Extracted records:
········

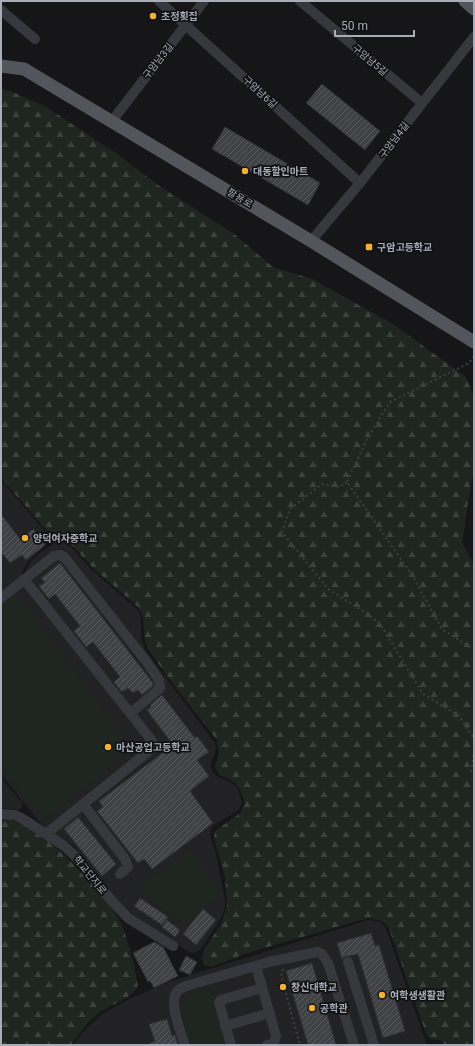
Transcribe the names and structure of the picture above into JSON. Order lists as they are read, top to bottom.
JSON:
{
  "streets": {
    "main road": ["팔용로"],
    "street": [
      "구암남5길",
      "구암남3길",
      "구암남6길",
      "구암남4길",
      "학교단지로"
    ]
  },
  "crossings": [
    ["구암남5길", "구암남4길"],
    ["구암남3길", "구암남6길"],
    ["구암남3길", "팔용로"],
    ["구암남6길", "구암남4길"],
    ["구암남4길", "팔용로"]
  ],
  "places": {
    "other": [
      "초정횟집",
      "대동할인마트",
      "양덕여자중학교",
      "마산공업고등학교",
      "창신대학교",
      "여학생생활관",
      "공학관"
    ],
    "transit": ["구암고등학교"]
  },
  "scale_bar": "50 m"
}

········

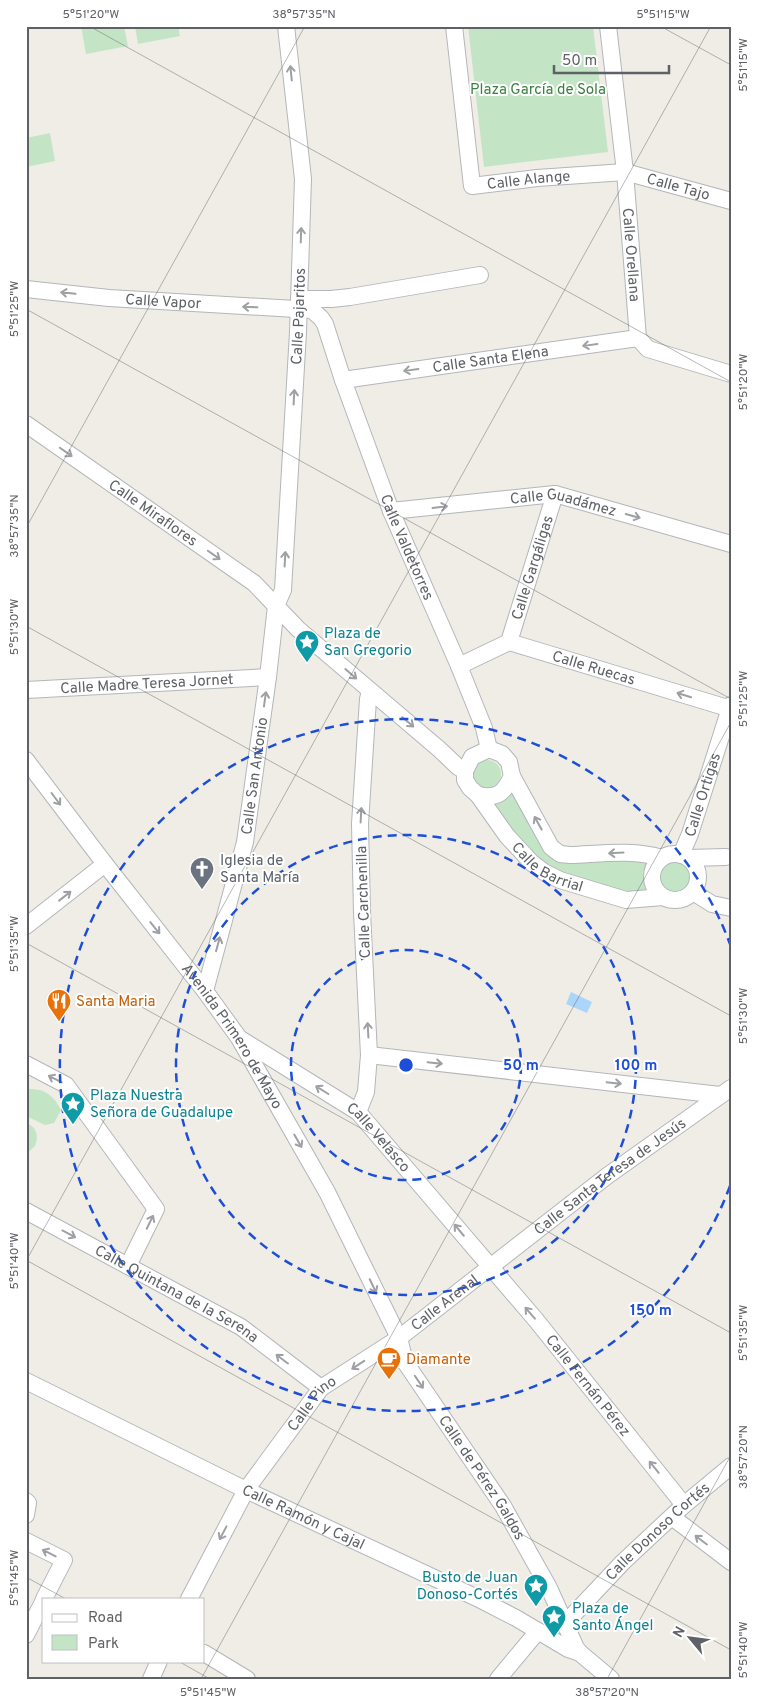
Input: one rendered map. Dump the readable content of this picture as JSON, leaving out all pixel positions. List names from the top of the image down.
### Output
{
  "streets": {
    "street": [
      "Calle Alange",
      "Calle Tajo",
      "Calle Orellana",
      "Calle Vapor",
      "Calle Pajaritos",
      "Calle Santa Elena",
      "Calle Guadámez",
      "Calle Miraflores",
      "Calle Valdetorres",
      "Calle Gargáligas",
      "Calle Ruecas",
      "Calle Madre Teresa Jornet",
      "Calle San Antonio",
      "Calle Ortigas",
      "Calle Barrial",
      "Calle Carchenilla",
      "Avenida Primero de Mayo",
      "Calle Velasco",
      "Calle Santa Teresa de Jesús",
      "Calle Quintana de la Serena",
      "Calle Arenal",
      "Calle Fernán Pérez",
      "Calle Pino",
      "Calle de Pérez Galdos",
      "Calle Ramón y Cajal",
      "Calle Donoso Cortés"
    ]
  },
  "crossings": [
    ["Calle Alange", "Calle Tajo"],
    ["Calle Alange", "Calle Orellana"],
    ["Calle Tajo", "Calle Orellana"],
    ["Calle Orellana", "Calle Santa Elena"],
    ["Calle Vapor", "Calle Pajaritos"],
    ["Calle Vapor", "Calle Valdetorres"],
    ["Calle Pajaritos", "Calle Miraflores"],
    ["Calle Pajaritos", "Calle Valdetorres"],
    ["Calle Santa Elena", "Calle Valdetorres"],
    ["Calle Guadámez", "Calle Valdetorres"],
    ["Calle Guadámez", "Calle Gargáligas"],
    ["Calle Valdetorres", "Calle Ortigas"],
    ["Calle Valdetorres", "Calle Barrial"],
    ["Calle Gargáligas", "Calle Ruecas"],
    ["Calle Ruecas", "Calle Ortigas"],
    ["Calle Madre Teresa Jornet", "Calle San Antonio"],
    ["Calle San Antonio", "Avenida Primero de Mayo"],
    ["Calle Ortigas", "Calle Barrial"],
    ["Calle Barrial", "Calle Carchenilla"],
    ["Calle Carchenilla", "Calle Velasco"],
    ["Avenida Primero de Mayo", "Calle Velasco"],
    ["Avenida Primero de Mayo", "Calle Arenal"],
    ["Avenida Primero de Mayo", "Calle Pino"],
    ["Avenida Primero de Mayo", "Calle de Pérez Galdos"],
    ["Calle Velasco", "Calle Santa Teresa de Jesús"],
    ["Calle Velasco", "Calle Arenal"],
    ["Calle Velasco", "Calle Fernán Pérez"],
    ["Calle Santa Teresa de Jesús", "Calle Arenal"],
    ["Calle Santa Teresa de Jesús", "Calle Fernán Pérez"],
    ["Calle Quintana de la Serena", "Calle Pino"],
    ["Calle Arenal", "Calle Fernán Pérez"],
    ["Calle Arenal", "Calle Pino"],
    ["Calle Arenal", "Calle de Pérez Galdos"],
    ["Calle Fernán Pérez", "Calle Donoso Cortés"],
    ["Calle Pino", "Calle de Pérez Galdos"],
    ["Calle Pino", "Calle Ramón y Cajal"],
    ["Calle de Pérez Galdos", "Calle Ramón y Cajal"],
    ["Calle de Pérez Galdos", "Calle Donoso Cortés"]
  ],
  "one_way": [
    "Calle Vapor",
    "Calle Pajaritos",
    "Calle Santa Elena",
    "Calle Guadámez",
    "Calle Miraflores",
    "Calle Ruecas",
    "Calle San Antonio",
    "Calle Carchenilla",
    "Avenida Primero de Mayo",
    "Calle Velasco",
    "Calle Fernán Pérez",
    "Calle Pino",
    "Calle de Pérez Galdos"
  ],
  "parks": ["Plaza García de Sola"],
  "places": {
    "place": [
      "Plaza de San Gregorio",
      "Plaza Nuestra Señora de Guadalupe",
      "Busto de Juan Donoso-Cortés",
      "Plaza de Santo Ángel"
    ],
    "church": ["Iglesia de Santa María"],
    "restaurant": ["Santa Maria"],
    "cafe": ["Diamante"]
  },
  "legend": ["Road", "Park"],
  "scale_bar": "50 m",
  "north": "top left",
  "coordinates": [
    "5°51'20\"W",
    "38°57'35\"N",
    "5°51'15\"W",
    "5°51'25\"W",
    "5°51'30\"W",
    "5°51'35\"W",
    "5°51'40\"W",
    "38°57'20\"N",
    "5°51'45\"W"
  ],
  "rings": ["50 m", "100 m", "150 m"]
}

········

» About this task: The lines to copy are those in the records above containing the word "picture".

» Answer section:
Transcribe the names and structure of the picture above into JSON. Order lists as they are read, top to bottom.
Input: one rendered map. Dump the readable content of this picture as JSON, leaving out all pixel positions. List names from the top of the image down.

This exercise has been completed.